**TO DO:** Transcribe the records below exactly, leaving out any pictures.

────────────────────────────────────────

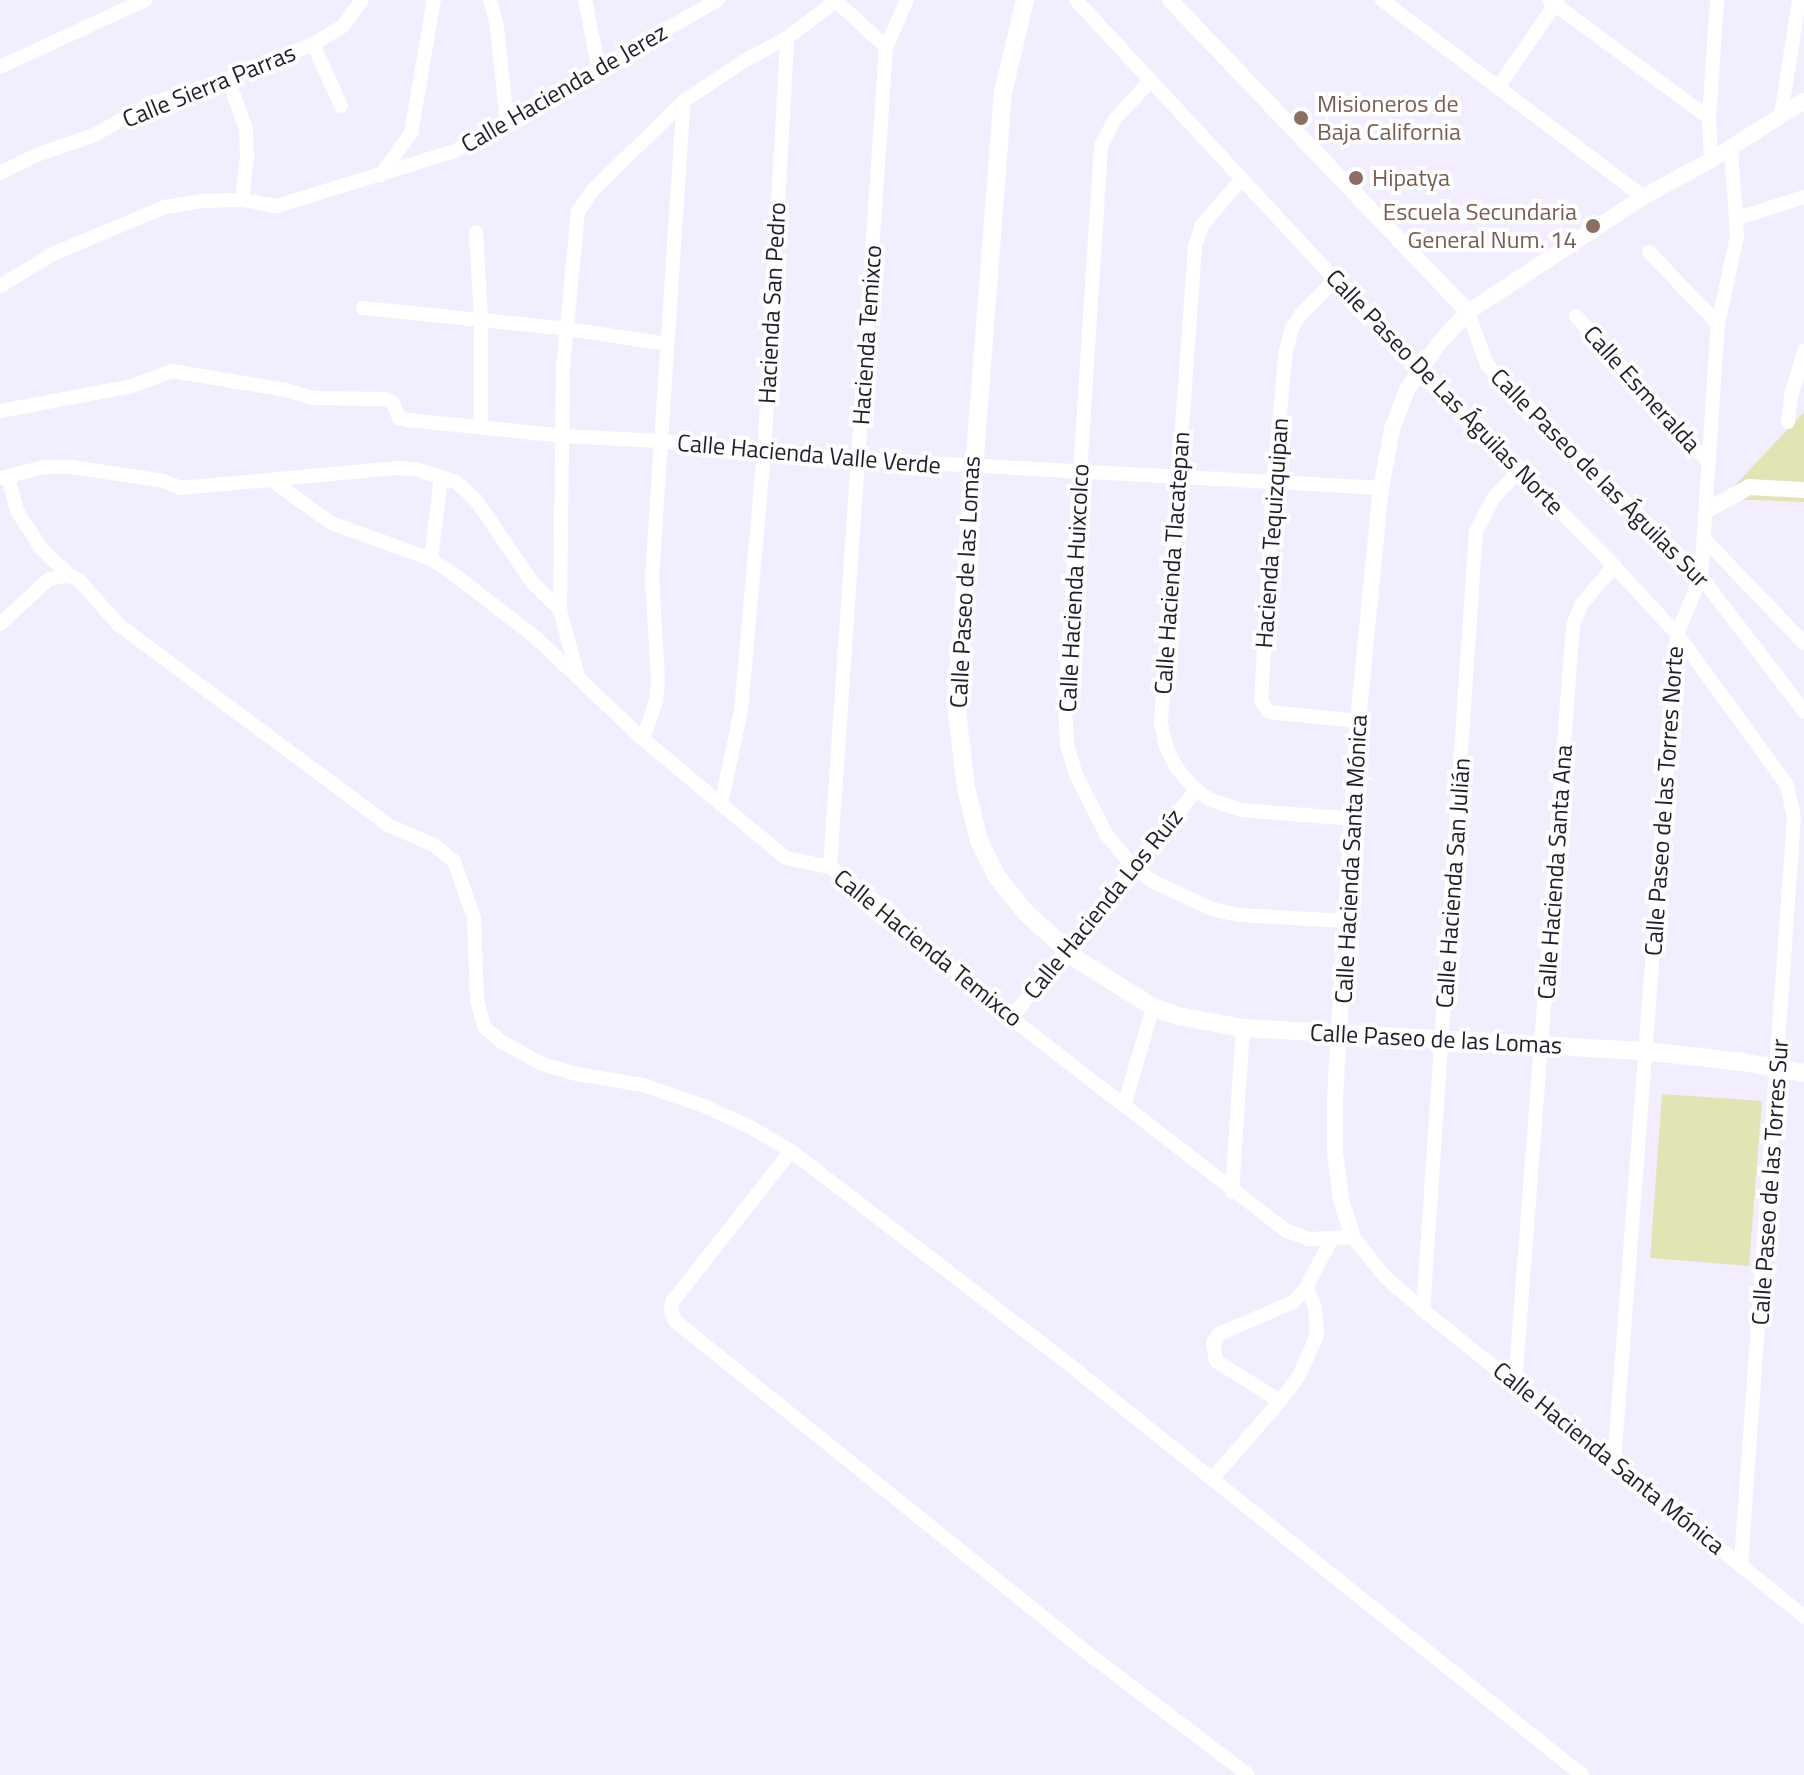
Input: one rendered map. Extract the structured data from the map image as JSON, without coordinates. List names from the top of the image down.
{
  "streets": {
    "main road": ["Calle Paseo de las Lomas"],
    "street": [
      "Calle Sierra Parras",
      "Calle Hacienda de Jerez",
      "Hacienda San Pedro",
      "Hacienda Temixco",
      "Calle Esmeralda",
      "Calle Paseo De Las Águilas Norte",
      "Calle Hacienda Valle Verde",
      "Calle Paseo de las Águilas Sur",
      "Hacienda Tequizquipan",
      "Calle Hacienda Tlacatepan",
      "Calle Hacienda Huixcolco",
      "Calle Paseo de las Torres Norte",
      "Calle Hacienda Santa Mónica",
      "Calle Hacienda Santa Ana",
      "Calle Hacienda San Julián",
      "Calle Hacienda Los Ruíz",
      "Calle Hacienda Temixco",
      "Calle Paseo de las Torres Sur"
    ]
  },
  "crossings": [
    ["Hacienda San Pedro", "Calle Hacienda Valle Verde"],
    ["Hacienda San Pedro", "Calle Hacienda Temixco"],
    ["Hacienda Temixco", "Calle Hacienda Valle Verde"],
    ["Hacienda Temixco", "Calle Hacienda Temixco"],
    ["Calle Esmeralda", "Calle Paseo de las Torres Norte"],
    ["Calle Paseo De Las Águilas Norte", "Hacienda Tequizquipan"],
    ["Calle Paseo De Las Águilas Norte", "Calle Hacienda Tlacatepan"],
    ["Calle Paseo De Las Águilas Norte", "Calle Hacienda Huixcolco"],
    ["Calle Paseo De Las Águilas Norte", "Calle Paseo de las Torres Norte"],
    ["Calle Paseo De Las Águilas Norte", "Calle Hacienda Santa Mónica"],
    ["Calle Paseo De Las Águilas Norte", "Calle Hacienda Santa Ana"],
    ["Calle Paseo De Las Águilas Norte", "Calle Hacienda San Julián"],
    ["Calle Paseo De Las Águilas Norte", "Calle Paseo de las Torres Sur"],
    ["Calle Hacienda Valle Verde", "Hacienda Tequizquipan"],
    ["Calle Hacienda Valle Verde", "Calle Hacienda Tlacatepan"],
    ["Calle Hacienda Valle Verde", "Calle Paseo de las Lomas"],
    ["Calle Hacienda Valle Verde", "Calle Hacienda Huixcolco"],
    ["Calle Hacienda Valle Verde", "Calle Hacienda Santa Mónica"],
    ["Calle Paseo de las Águilas Sur", "Calle Paseo de las Torres Norte"],
    ["Calle Paseo de las Águilas Sur", "Calle Hacienda Santa Mónica"],
    ["Hacienda Tequizquipan", "Calle Hacienda Santa Mónica"],
    ["Calle Hacienda Tlacatepan", "Calle Hacienda Santa Mónica"],
    ["Calle Hacienda Tlacatepan", "Calle Hacienda Los Ruíz"],
    ["Calle Paseo de las Lomas", "Calle Paseo de las Torres Norte"],
    ["Calle Paseo de las Lomas", "Calle Hacienda Santa Mónica"],
    ["Calle Paseo de las Lomas", "Calle Hacienda Santa Ana"],
    ["Calle Paseo de las Lomas", "Calle Hacienda San Julián"],
    ["Calle Paseo de las Lomas", "Calle Hacienda Los Ruíz"],
    ["Calle Paseo de las Lomas", "Calle Paseo de las Torres Sur"],
    ["Calle Hacienda Huixcolco", "Calle Hacienda Santa Mónica"],
    ["Calle Hacienda Huixcolco", "Calle Hacienda Los Ruíz"],
    ["Calle Paseo de las Torres Norte", "Calle Hacienda Santa Mónica"],
    ["Calle Hacienda Santa Mónica", "Calle Hacienda Santa Ana"],
    ["Calle Hacienda Santa Mónica", "Calle Hacienda San Julián"],
    ["Calle Hacienda Santa Mónica", "Calle Hacienda Temixco"],
    ["Calle Hacienda Santa Mónica", "Calle Paseo de las Torres Sur"],
    ["Calle Hacienda Los Ruíz", "Calle Hacienda Temixco"]
  ],
  "places": ["Misioneros de Baja California", "Hipatya", "Escuela Secundaria General Num. 14"]
}
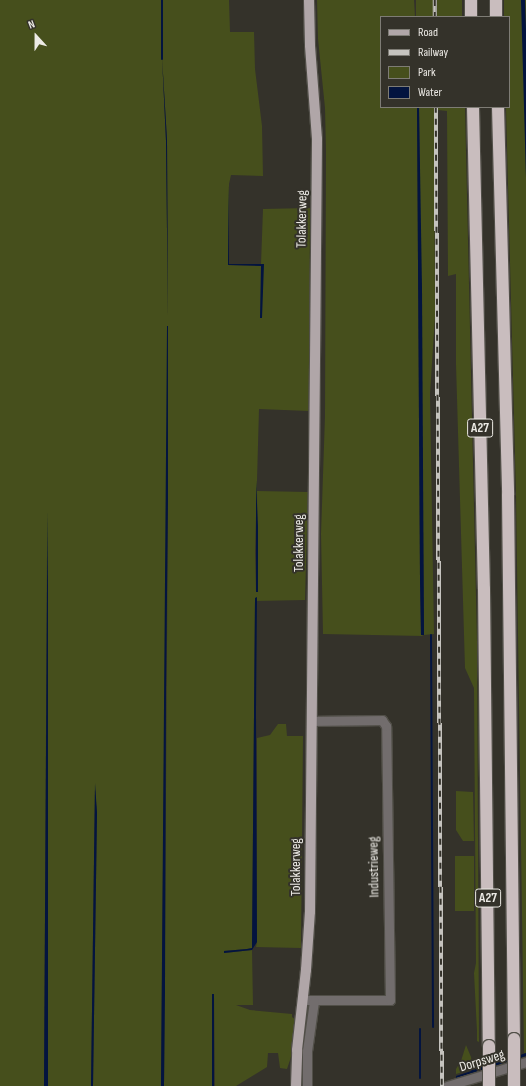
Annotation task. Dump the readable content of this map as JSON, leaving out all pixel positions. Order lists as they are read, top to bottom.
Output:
{
  "streets": {
    "highway": ["A27"],
    "main road": ["Tolakkerweg"],
    "street": ["Industrieweg", "Dorpsweg"]
  },
  "crossings": [
    ["Tolakkerweg", "Industrieweg"]
  ],
  "legend": [
    "Road",
    "Railway",
    "Park",
    "Water"
  ],
  "north": "top"
}
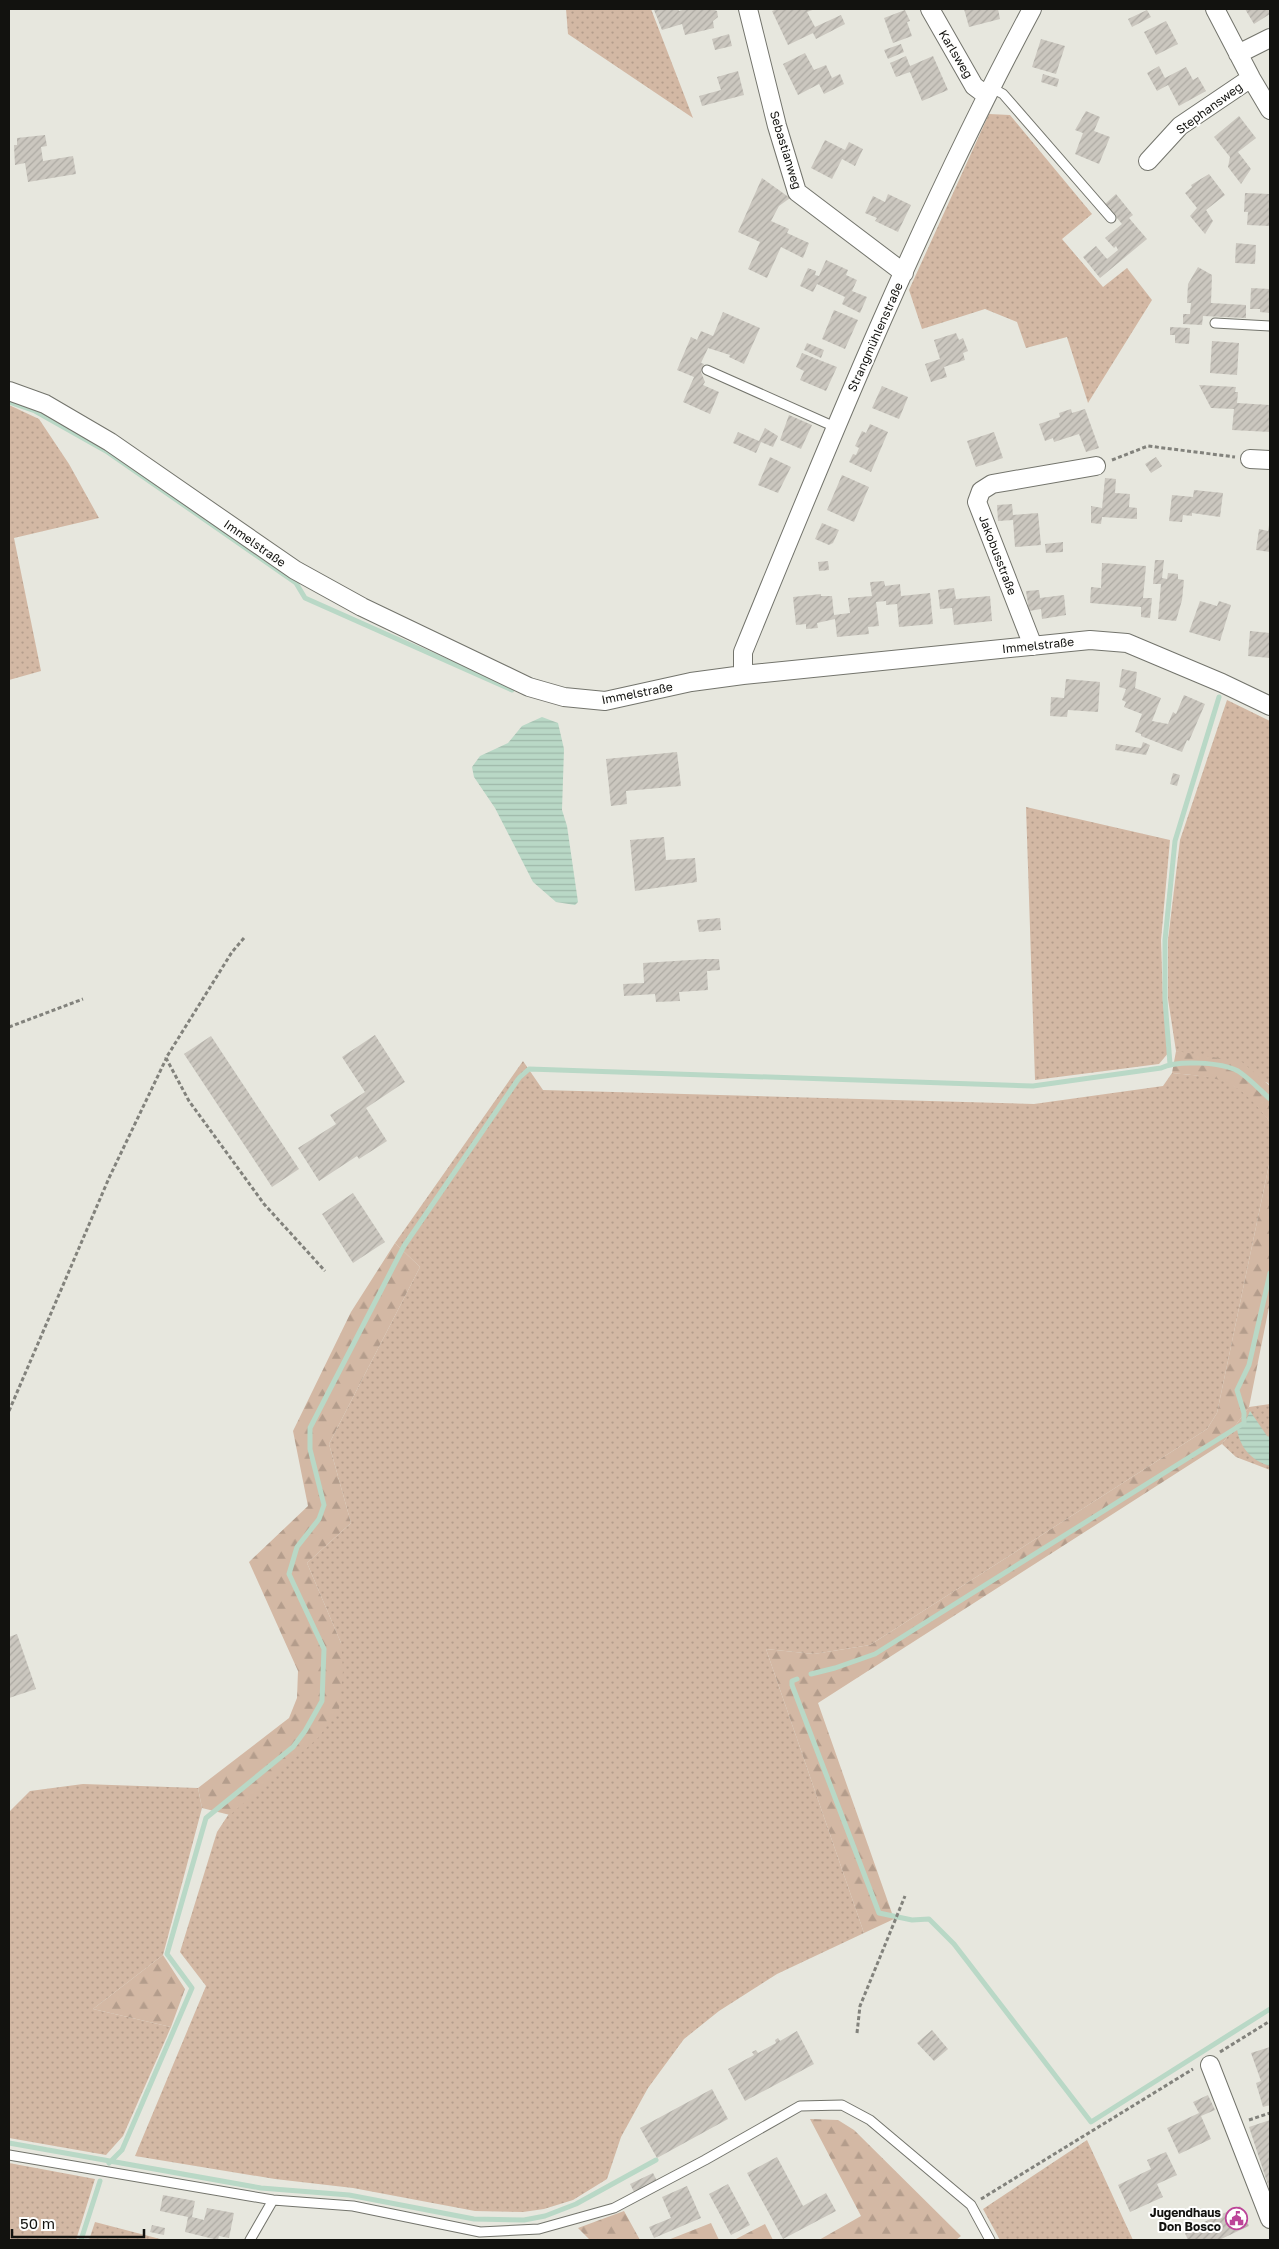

────────────────────────────────────────

**EXERCISE ANSWER:**
Input: one rendered map. Extract the structured data from the map image as JSON, without coordinates. List names from the top of the image down.
{
  "streets": {
    "main road": ["Calle Paseo de las Lomas"],
    "street": [
      "Calle Sierra Parras",
      "Calle Hacienda de Jerez",
      "Hacienda San Pedro",
      "Hacienda Temixco",
      "Calle Esmeralda",
      "Calle Paseo De Las Águilas Norte",
      "Calle Hacienda Valle Verde",
      "Calle Paseo de las Águilas Sur",
      "Hacienda Tequizquipan",
      "Calle Hacienda Tlacatepan",
      "Calle Hacienda Huixcolco",
      "Calle Paseo de las Torres Norte",
      "Calle Hacienda Santa Mónica",
      "Calle Hacienda Santa Ana",
      "Calle Hacienda San Julián",
      "Calle Hacienda Los Ruíz",
      "Calle Hacienda Temixco",
      "Calle Paseo de las Torres Sur"
    ]
  },
  "crossings": [
    ["Hacienda San Pedro", "Calle Hacienda Valle Verde"],
    ["Hacienda San Pedro", "Calle Hacienda Temixco"],
    ["Hacienda Temixco", "Calle Hacienda Valle Verde"],
    ["Hacienda Temixco", "Calle Hacienda Temixco"],
    ["Calle Esmeralda", "Calle Paseo de las Torres Norte"],
    ["Calle Paseo De Las Águilas Norte", "Hacienda Tequizquipan"],
    ["Calle Paseo De Las Águilas Norte", "Calle Hacienda Tlacatepan"],
    ["Calle Paseo De Las Águilas Norte", "Calle Hacienda Huixcolco"],
    ["Calle Paseo De Las Águilas Norte", "Calle Paseo de las Torres Norte"],
    ["Calle Paseo De Las Águilas Norte", "Calle Hacienda Santa Mónica"],
    ["Calle Paseo De Las Águilas Norte", "Calle Hacienda Santa Ana"],
    ["Calle Paseo De Las Águilas Norte", "Calle Hacienda San Julián"],
    ["Calle Paseo De Las Águilas Norte", "Calle Paseo de las Torres Sur"],
    ["Calle Hacienda Valle Verde", "Hacienda Tequizquipan"],
    ["Calle Hacienda Valle Verde", "Calle Hacienda Tlacatepan"],
    ["Calle Hacienda Valle Verde", "Calle Paseo de las Lomas"],
    ["Calle Hacienda Valle Verde", "Calle Hacienda Huixcolco"],
    ["Calle Hacienda Valle Verde", "Calle Hacienda Santa Mónica"],
    ["Calle Paseo de las Águilas Sur", "Calle Paseo de las Torres Norte"],
    ["Calle Paseo de las Águilas Sur", "Calle Hacienda Santa Mónica"],
    ["Hacienda Tequizquipan", "Calle Hacienda Santa Mónica"],
    ["Calle Hacienda Tlacatepan", "Calle Hacienda Santa Mónica"],
    ["Calle Hacienda Tlacatepan", "Calle Hacienda Los Ruíz"],
    ["Calle Paseo de las Lomas", "Calle Paseo de las Torres Norte"],
    ["Calle Paseo de las Lomas", "Calle Hacienda Santa Mónica"],
    ["Calle Paseo de las Lomas", "Calle Hacienda Santa Ana"],
    ["Calle Paseo de las Lomas", "Calle Hacienda San Julián"],
    ["Calle Paseo de las Lomas", "Calle Hacienda Los Ruíz"],
    ["Calle Paseo de las Lomas", "Calle Paseo de las Torres Sur"],
    ["Calle Hacienda Huixcolco", "Calle Hacienda Santa Mónica"],
    ["Calle Hacienda Huixcolco", "Calle Hacienda Los Ruíz"],
    ["Calle Paseo de las Torres Norte", "Calle Hacienda Santa Mónica"],
    ["Calle Hacienda Santa Mónica", "Calle Hacienda Santa Ana"],
    ["Calle Hacienda Santa Mónica", "Calle Hacienda San Julián"],
    ["Calle Hacienda Santa Mónica", "Calle Hacienda Temixco"],
    ["Calle Hacienda Santa Mónica", "Calle Paseo de las Torres Sur"],
    ["Calle Hacienda Los Ruíz", "Calle Hacienda Temixco"]
  ],
  "places": ["Misioneros de Baja California", "Hipatya", "Escuela Secundaria General Num. 14"]
}
Annotation task. Dump the readable content of this map as JSON, leaving out all pixel positions. Order lists as they are read, top to bottom.
Output:
{
  "streets": {
    "highway": ["A27"],
    "main road": ["Tolakkerweg"],
    "street": ["Industrieweg", "Dorpsweg"]
  },
  "crossings": [
    ["Tolakkerweg", "Industrieweg"]
  ],
  "legend": [
    "Road",
    "Railway",
    "Park",
    "Water"
  ],
  "north": "top"
}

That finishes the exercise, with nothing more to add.